降りたときに見た古びてはいるものの座り心地の良さそうなベンチへと向かう。椅子のベテランという風格。今までどれほどの人間がこの椅子に座ったのか。その座った人は今何をしているのか。そんなわかり得ないことも考えてみた。綺麗な緑と青の中の、灰色のホームの茶色いベンチ。そこでこんなにまったりと、餡団子を食べるなんて最高じゃないか。
今日以前ならこんなことを最高だなんて思わなかっただろうというのがまた不思議だが、当たり前のように最高だと思う。

ビニール袋から餡団子の入ったパックを取り出す。パックの輪ゴムを外すと自然とパックの蓋が開く。平日の昼間に、知らない駅のホームで、スーツに落としたきな粉をつけて、古ぼけたベンチに座り、自分の太ももの上に置いたパックの中の餡団子を眺めている。
こんな今日になることは、昨日の俺も今朝の俺も、どっかのテレビ局の占いをしている人も知らなかったんじゃないのかな。今日はこういうちょっとした考え事が楽しくて仕方がない。
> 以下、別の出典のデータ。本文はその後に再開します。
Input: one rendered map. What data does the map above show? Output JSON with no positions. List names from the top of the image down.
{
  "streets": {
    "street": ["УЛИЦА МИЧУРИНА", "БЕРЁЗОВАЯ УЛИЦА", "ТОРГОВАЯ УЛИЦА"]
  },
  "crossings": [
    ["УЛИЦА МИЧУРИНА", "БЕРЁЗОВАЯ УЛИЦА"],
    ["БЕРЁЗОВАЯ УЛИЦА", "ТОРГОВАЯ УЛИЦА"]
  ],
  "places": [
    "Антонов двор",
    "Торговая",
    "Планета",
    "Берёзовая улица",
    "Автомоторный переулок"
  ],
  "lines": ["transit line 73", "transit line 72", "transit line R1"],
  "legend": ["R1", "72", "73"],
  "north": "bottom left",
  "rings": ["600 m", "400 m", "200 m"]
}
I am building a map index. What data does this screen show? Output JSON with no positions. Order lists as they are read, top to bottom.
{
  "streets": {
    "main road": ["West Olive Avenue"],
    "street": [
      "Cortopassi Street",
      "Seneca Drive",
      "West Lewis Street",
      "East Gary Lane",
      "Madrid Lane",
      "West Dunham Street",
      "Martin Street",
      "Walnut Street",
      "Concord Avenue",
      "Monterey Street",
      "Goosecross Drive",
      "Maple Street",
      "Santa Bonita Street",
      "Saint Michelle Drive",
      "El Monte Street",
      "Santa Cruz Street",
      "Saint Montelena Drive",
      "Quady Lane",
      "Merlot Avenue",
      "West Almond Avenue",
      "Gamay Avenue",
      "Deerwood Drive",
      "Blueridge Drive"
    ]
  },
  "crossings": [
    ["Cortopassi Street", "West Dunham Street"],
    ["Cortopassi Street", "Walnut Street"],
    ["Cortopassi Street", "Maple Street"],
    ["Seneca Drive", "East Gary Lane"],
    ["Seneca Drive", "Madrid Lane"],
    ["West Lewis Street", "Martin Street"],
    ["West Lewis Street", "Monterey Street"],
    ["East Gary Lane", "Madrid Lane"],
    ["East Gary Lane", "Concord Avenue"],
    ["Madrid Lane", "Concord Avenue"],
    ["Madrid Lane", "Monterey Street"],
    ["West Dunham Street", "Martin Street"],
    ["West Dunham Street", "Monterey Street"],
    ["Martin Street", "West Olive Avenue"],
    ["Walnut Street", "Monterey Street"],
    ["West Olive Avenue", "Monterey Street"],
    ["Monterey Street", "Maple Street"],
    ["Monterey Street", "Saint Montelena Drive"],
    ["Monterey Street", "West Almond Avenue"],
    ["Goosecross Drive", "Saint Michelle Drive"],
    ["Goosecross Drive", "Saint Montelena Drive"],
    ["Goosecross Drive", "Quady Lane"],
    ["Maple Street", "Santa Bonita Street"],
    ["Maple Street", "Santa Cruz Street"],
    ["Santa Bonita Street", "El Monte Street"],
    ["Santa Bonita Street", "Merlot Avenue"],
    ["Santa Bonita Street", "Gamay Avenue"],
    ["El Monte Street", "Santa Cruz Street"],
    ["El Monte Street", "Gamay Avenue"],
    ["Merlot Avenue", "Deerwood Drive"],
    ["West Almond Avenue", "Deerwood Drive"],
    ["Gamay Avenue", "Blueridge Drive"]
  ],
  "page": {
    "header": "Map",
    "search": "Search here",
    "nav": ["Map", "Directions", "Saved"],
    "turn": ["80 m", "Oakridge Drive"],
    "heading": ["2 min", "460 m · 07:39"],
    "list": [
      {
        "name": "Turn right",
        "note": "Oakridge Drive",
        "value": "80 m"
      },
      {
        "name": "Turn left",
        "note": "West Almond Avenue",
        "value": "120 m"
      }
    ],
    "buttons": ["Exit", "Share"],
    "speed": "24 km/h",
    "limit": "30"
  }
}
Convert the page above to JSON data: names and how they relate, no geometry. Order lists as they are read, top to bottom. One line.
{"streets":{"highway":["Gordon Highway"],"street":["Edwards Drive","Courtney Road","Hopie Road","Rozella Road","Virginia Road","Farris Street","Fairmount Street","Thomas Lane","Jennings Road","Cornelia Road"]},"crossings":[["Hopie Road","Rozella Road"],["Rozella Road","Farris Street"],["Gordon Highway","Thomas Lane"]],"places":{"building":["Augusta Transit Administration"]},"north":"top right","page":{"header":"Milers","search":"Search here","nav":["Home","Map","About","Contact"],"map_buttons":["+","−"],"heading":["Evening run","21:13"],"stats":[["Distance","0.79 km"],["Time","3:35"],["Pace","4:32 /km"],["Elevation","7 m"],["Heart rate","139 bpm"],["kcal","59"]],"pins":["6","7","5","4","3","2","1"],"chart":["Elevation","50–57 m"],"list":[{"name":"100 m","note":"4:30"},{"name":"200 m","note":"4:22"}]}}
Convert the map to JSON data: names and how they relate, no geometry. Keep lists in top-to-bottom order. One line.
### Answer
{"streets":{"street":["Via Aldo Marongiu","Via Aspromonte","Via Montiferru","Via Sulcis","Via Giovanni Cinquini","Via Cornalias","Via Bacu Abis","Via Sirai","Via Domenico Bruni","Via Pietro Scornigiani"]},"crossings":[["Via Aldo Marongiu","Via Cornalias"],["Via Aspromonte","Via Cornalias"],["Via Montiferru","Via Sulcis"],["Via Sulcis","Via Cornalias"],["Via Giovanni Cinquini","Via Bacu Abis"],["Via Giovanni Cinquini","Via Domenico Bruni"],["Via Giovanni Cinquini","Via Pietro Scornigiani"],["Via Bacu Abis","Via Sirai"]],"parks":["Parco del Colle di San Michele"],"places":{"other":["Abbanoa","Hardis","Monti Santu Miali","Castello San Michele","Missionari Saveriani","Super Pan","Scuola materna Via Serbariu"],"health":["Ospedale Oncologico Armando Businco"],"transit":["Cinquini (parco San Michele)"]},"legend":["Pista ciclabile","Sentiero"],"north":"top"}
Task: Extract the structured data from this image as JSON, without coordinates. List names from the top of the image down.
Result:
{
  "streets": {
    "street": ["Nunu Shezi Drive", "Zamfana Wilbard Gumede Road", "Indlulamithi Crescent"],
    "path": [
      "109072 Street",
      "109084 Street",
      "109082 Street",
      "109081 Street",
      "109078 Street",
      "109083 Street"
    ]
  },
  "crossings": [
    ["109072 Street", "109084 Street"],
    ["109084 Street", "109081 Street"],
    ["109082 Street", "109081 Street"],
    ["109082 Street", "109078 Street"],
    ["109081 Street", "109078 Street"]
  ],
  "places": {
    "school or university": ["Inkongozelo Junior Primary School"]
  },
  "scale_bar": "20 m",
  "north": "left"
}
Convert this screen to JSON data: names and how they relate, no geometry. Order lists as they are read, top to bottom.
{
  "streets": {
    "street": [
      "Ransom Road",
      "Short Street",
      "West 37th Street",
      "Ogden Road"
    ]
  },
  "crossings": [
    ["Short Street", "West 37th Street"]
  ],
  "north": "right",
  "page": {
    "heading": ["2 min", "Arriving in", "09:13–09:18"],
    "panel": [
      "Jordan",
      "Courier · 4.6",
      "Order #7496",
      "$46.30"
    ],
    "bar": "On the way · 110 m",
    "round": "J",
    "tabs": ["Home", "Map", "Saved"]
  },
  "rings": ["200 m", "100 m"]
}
そう思って遠くの空を眺めようと顔を上げた瞬間、ガサっという音とともの自分の太ももあたりに右から左へと何かが通ったような感触があり、反射的に下を向いた。パックの中にあったはずの餡団子は消失し、ベンチ脇に舞うは白い羽根1枚。左を見る。其処には俺の団子を持っているであろう白い鳥が飛び去っていく姿。
あんにゃろう、なんて如何にもなことを頭で呟いて、あれはなんていう鳥なんだろうかと思った。黒くないからカラスじゃない。いやアルビノのカラスかもしれないけど。そもそも白い鳥と考えて俺に浮かぶのは白鳥か鳩くらいのものだ。あとペリカン。アホウドリもかな。でもあいつはそのどれでもないんじゃないかな。俺は自分の団子を持っていった鳥の名前すらわからないんだ。

俺は帰りに何処かで鳥の図鑑を買うことにした。